Mark, you might check with camping479. I think he has the autoride on his Tahoe/Yukon. He might be able to help you out on that.

Tim


----------



## camping479 (Aug 27, 2003)

There's autoride and auto level. From what I've read, the autoride comes on the 2500 series and the autoride/auto level is available only on the 1500 series. Apparently the auto ride is a seperate option from the full auto ride with the auto level feature.

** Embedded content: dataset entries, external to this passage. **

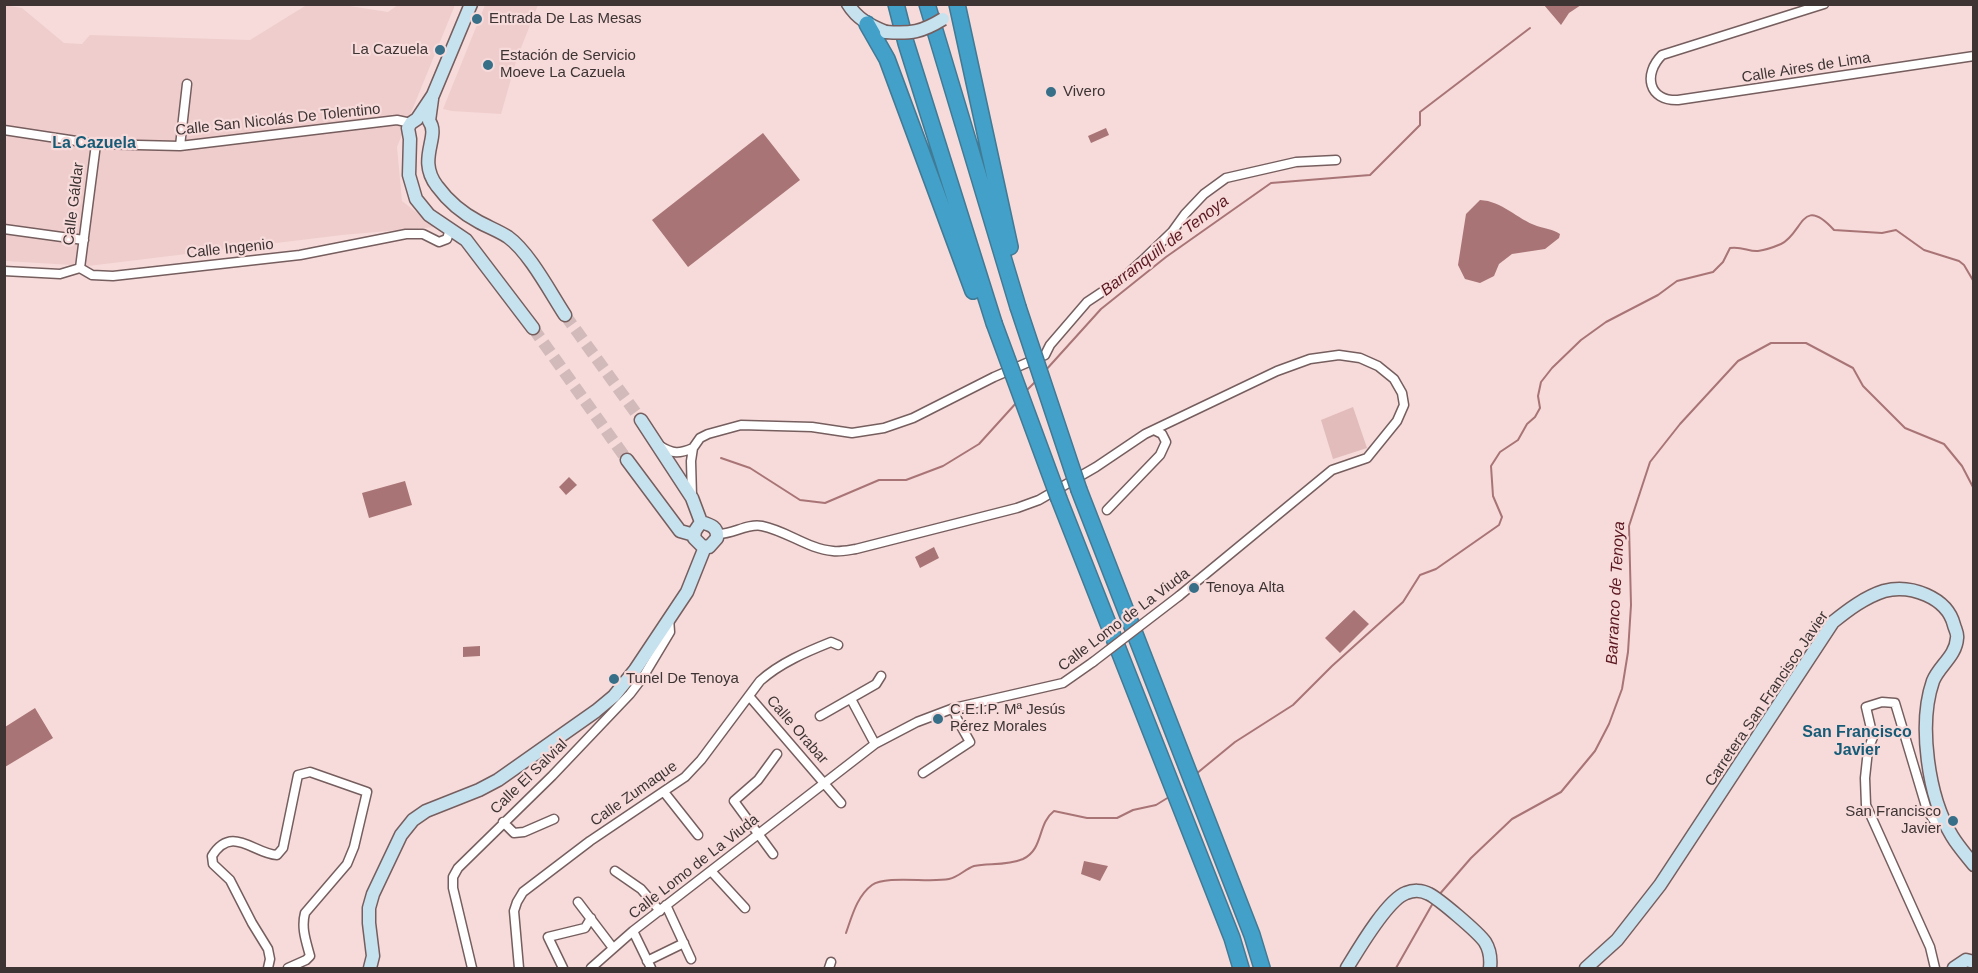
<!DOCTYPE html>
<meta charset="utf-8">
<style>
body{margin:0}
#map{position:relative;width:1978px;height:973px;overflow:hidden;background:#f6dbda;font-family:Arial,sans-serif}
canvas{display:block}
.frame{position:absolute;inset:0;border:6px solid #3e3434;pointer-events:none}
</style>
<div id="map">
<canvas width="1978" height="973"></canvas>
<div class="frame"></div>
</div>
<script>
const c = document.querySelector('canvas').getContext('2d');
c.lineJoin = 'round';
function fillPath(path, color) { c.fillStyle = color; c.fill(path, 'evenodd'); }
function strokePath(path, color, width, dash) { c.strokeStyle = color; c.lineWidth = width; c.lineCap = dash ? 'butt' : 'round'; c.setLineDash(dash || []); c.stroke(path); }
function label(font, color, halo, rows, align = 'center') {
  c.font = font + ' Arial,sans-serif'; c.lineWidth = 4.5; c.setLineDash([]); c.textBaseline = 'middle'; c.strokeStyle = halo; c.fillStyle = color; for (const [text, x, y, turn = 0] of rows) {
    c.save(); c.translate(x, y); c.rotate((+turn || 0) * Math.PI / 180); c.textAlign = isNaN(turn) ? turn : align; if (halo) c.strokeText(text, 0, 0); c.fillText(text, 0, 0); c.restore();
  }
}
const built = new Path2D(`
 M 4,5 L 22,8 L 64,43 L 82,44 L 90,35 L 250,40 L 305,6 L 315,5 L 343,5 L 388,12 L 398,5 L 455,5 L 397,147 L 402,201 L 435,227 L 342,235 L 88,266 L 5,261 Z
 M 485,5 L 538,5 L 517,58 L 501,114 L 452,111 L 443,109 Z`);
const green = new Path2D(`
 M 1353,407 L 1367,448 L 1333,459 L 1321,420 Z`);
const water = new Path2D(`
 M 1544,5 L 1581,5 L 1569,13 L 1561,25 Z
 M 1106,128 L 1109,135 L 1091,143 L 1088,136 Z
 M 763,133 L 800,180 L 688,267 L 652,220 Z
 M 1480,200 C 1502,201 1517,219 1537,226 C 1546,229 1552,229 1560,234 L 1559,238 L 1545,249 L 1512,254 L 1499,264 L 1494,276 L 1480,283 L 1465,279 L 1458,265 L 1466,214 Z
 M 569,477 L 577,485 L 566,495 L 559,487 Z
 M 405,481 L 412,505 L 369,518 L 362,493 Z
 M 934,547 L 939,558 L 920,568 L 915,557 Z
 M 1354,610 L 1369,624 L 1340,653 L 1325,638 Z
 M 480,646 L 480,656 L 463,657 L 463,647 Z
 M 35,708 L 53,738 L 5,767 L 5,727 Z
 M 1084,861 L 1108,866 L 1100,881 L 1081,874 Z`);
const stream = new Path2D(`
 M 1045,371 L 1101,309 L 1166,257 L 1271,183 L 1370,175 L 1420,125 L 1420,112 L 1530,28
 M 1026,391 L 1037,380
 M 721,458 L 750,468 L 800,500 L 825,503 L 879,480 L 906,480 L 943,466 L 979,444 L 1017,402
 M 1196,774 L 1235,742 L 1293,705 L 1332,666 L 1403,602 L 1420,575 L 1436,569 L 1499,525 L 1502,517 L 1493,496 L 1491,466 L 1500,452 L 1518,440 L 1527,424 L 1535,417 L 1540,408 L 1538,396 L 1541,382 L 1552,368 L 1581,340 L 1606,322 L 1658,295 L 1677,281 L 1713,272 L 1723,262 L 1730,248 C 1742,246 1749,252 1758,251 C 1765,250 1774,247 1781,244 C 1803,234 1801,194 1834,230 L 1882,233 L 1896,230 L 1924,250 L 1959,261 L 1964,265 L 1974,282
 M 1438,896 L 1471,858 L 1512,819 L 1561,792 L 1595,751 L 1609,724 L 1622,689 L 1628,652 L 1631,605 L 1629,526 L 1650,462 L 1680,424 L 1738,361 L 1771,343 L 1806,343 L 1853,368 L 1863,386 L 1905,428 L 1944,444 L 1962,466 L 1974,489
 M 846,933 C 852,916 857,896 872,885 C 886,875 930,883 949,879 C 959,877 965,869 974,866 C 989,863 1006,866 1023,859 C 1044,849 1037,824 1054,811 L 1087,818 L 1117,818 L 1133,810 L 1156,805 L 1169,797
 M 1396,968 L 1433,903`);
const secondaryTunnel = new Path2D(`
 M 565,315 L 641,420
 M 533,328 L 627,460`);
const street = new Path2D(`
 M 1824,4 L 1662,55 C 1643,74 1648,101 1678,100 L 1974,56
 M 4,130 L 96,144 L 180,146 L 397,120 L 411,123
 M 180,146 L 187,84
 M 4,229 L 84,240
 M 80,268 L 96,144
 M 4,271 L 60,274 L 80,268 L 92,275 L 113,276 L 300,255 L 406,234 L 423,234 L 439,242 L 447,239 L 450,229
 M 660,446 C 673,454 679,454 693,448 L 691,461 L 692,497
 M 693,448 L 700,438 L 708,434 L 741,425 L 812,427 L 852,433 L 884,428 L 913,418 L 994,377 L 1045,355 L 1050,345 L 1087,302 L 1123,278 L 1145,258 L 1172,232 L 1185,214 L 1204,194 L 1226,178 L 1296,162 L 1336,160
 M 1107,510 L 1160,455 L 1166,442 L 1162,434 L 1156,431
 M 717,534 C 732,535 747,523 762,526 C 787,531 808,549 833,551 C 840,552 849,550 856,549 L 1017,508 L 1039,500 L 1096,467 L 1145,434 L 1277,371 L 1310,359 L 1339,355 L 1360,358 L 1378,366 L 1394,379 L 1402,393 L 1404,405 L 1397,421 L 1367,458 L 1332,470 L 1179,596
 M 749,696 L 841,803
 M 851,699 L 875,744
 M 820,716 L 876,684 L 881,676
 M 923,773 L 970,742 L 957,719 L 954,708
 M 664,792 L 698,835
 M 503,822 L 514,833 L 524,832 L 554,819
 M 773,854 L 734,801 L 758,780 L 777,754
 M 615,871 L 641,889 L 660,911
 M 711,871 L 745,908
 M 578,902 L 613,948
 M 666,905 L 691,959
 M 633,931 L 651,968
 M 647,961 L 684,943
 M 268,968 L 270,959 L 268,949 L 252,923 L 230,880 L 213,864 L 212,856 C 232,824 254,854 277,855 L 283,848 L 298,775 L 310,772 L 367,792 L 354,847 L 347,864 L 305,913 C 301,928 306,941 310,956 L 306,960 L 288,968
 M 472,968 L 453,888 L 453,877 L 458,868 L 552,776 L 630,694 L 643,677 L 670,632 L 669,618
 M 519,968 L 514,911 L 517,902 L 523,892 L 590,841 L 685,777 L 701,760 L 760,681 C 780,663 806,652 831,642 L 838,645
 M 563,968 L 548,937 L 585,928 L 591,918
 M 591,968 L 633,931 L 875,744 L 917,722 L 954,708 L 1063,683 L 1093,662
 M 829,968 L 831,962
 M 1935,968 L 1930,947 L 1866,805 L 1865,778 L 1868,750 L 1873,737 L 1866,707 L 1882,702 L 1895,703 L 1927,810 L 1935,822 L 1946,824`);
const secondary = new Path2D(`
 M 471,4 L 433,95 L 417,119 L 411,123 L 408,128 L 410,139 L 409,175 L 416,199 L 429,215 L 466,240 L 533,328
 M 848,4 C 857,19 871,26 886,32
 M 432,99 L 429,121 C 441,136 416,159 437,186 C 448,201 462,213 479,222 C 488,227 499,231 508,237 C 529,252 550,292 565,315
 M 641,420 L 692,498 L 701,522
 M 627,460 L 680,531 L 694,535
 M 701,522 C 711,525 718,527 717,538 L 709,547 L 702,546 L 694,538 L 695,531 Z
 M 370,968 L 373,956 L 369,923 L 369,908 L 373,894 L 401,835 L 413,820 L 426,811 L 479,790 L 498,780 L 596,711 L 614,696 L 635,670 L 687,592 L 705,547
 M 1347,968 C 1358,950 1387,900 1406,893 C 1413,890 1422,890 1429,894 C 1439,899 1478,932 1485,942 C 1490,950 1491,959 1490,968
 M 1586,968 L 1617,940 L 1660,885 L 1833,622 C 1848,610 1865,597 1884,591 C 1910,584 1947,597 1954,625 C 1955,629 1958,634 1957,638 C 1956,656 1939,666 1933,681 C 1918,724 1928,797 1952,836 C 1958,846 1966,855 1974,865
 M 1954,968 L 1966,960 L 1974,962`);
const highway = new Path2D(`
 M 896,4 L 906,43 L 994,323
 M 927,4 L 1018,307
 M 957,4 L 1010,247
 M 867,24 L 887,59 L 973,291
 M 1079,490 L 1252,935 L 1262,968
 M 1059,499 L 1232,938 L 1241,968`);
const streetBridge = new Path2D(`
 M 1093,662 L 1179,596`);
const secondaryBridge = new Path2D(`
 M 886,32 C 911,34 922,32 943,19`);
const highwayBridge = new Path2D(`
 M 1018,307 L 1079,490
 M 994,323 L 1059,499`);
const markers = [
 [477,19,6,"#376f89"],
 [440,50,6,"#376f89"],
 [488,65,6,"#376f89"],
 [1051,92,6,"#376f89"],
 [1194,588,6,"#376f89"],
 [614,679,6,"#376f89"],
 [938,719,6,"#376f89"],
 [1953,821,6,"#376f89"]
];
const poiNames = [
 ["Entrada De Las Mesas",489,19],
 ["La Cazuela",428,50,"right"],
 ["Estación de Servicio",500,56],
 ["Moeve La Cazuela",500,73],
 ["Vivero",1063,92],
 ["Tenoya Alta",1206,588],
 ["Tunel De Tenoya",626,679],
 ["C.E.I.P. Mª Jesús",950,710],
 ["Pérez Morales",950,727],
 ["San Francisco",1941,812,"right"],
 ["Javier",1941,829,"right"]
];
const streetNames = [
 ["Calle Aires de Lima",1806,68,-9],
 ["Calle San Nicolás De Tolentino",278,120,-6],
 ["Calle Gáldar",74,204,-83],
 ["Calle Ingenio",230,249,-6],
 ["Calle Lomo de La Viuda",1124,620,-37],
 ["Carretera San Francisco Javier",1767,699,-56],
 ["Calle Orabar",797,730,49],
 ["Calle El Salvial",529,777,-44],
 ["Calle Zumaque",634,794,-35],
 ["Calle Lomo de La Viuda",694,867,-38]
];
const neighbourhoodNames = [
 ["La Cazuela",94,144],
 ["San Francisco",1857,733],
 ["Javier",1857,751]
];
const waterNames = [
 ["Barranquill de Tenoya",1165,246,-37],
 ["Barranco de Tenoya",1616,593,-87]
];
fillPath(built, '#f0cdcd');
fillPath(green, '#e2bbbb');
fillPath(water, '#a97475');
strokePath(stream, '#a97475', 2);
strokePath(secondaryTunnel, '#d1bab9', 12, [12, 6]);
strokePath(street, '#765e5e', 11);
strokePath(secondary, '#765e5e', 15);
strokePath(highway, '#417a95', 18);
strokePath(street, '#fff', 8);
strokePath(secondary, '#c7e2ef', 12);
strokePath(highway, '#43a0c9', 15);
strokePath(streetBridge, '#765e5e', 11, []);
strokePath(secondaryBridge, '#765e5e', 15, []);
strokePath(highwayBridge, '#417a95', 18, []);
strokePath(streetBridge, '#fff', 8);
strokePath(secondaryBridge, '#c7e2ef', 12);
strokePath(highwayBridge, '#43a0c9', 15);
for (const [x, y, r, color] of markers) { const dot = new Path2D(); dot.arc(x, y, r, 0, 2 * Math.PI); c.fillStyle = color; c.fill(dot); strokePath(dot, '#f6dbda', 2); }
label('15px', '#3e3434', '#f6dbda', poiNames, 'left');
label('15px', '#3e3434', '#f6dbda', streetNames);
label('bold 16px', '#155b77', '#f6dbda', neighbourhoodNames);
label('italic 16px', '#5b171f', '#f6dbda', waterNames);
</script>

My yukon has the auto ride/auto level and will level up the truck when I hook up the trailer. The auto ride does that to a point, but not as much as the auto level. I found this thread on it over at rvnet that explains it pretty well, it's kind of confusing to keep it straight, at least for me







.

http://www.trailerlife.com/cforum/index.cf...ng/1/page/1.cfm

Mike


----------



## johnp (Mar 15, 2004)

Mark
Hook up the trailer and find the biggest grade you can find you will not believe how great that 8.1 really is. I went from a 1500 Suburban to a 2500 Avalanche with that beast the more weight you put on it and the steeper the hill the faster it wants to go







As for milage I just got back from a 900 mile trek and it got about 9.5 mpg doing 70 most of the time. Enjoy
John


----------



## hatcityhosehauler (Feb 13, 2004)

Hmmm, 9.5 mpg,....I'm getting that now with the 5.3L 1500 Av. Maybe I'll have to upgrade.....oh no....the fever is coming back.....must resist....must say no......









Tim


----------



## NDJollyMon (Aug 22, 2003)

Tim...
No drooling!


----------



## luv2rv (Jun 21, 2004)

Mark,

Congrats on the new truck. Sounds like it is equipped exactly like my Sierra.

The DIC (driver info centre) is awesome. It provides a ton of great information at the push of a button.

The memory seat/mirror .... etc. settings are great too. Would hate to be without them now.

Wayne


----------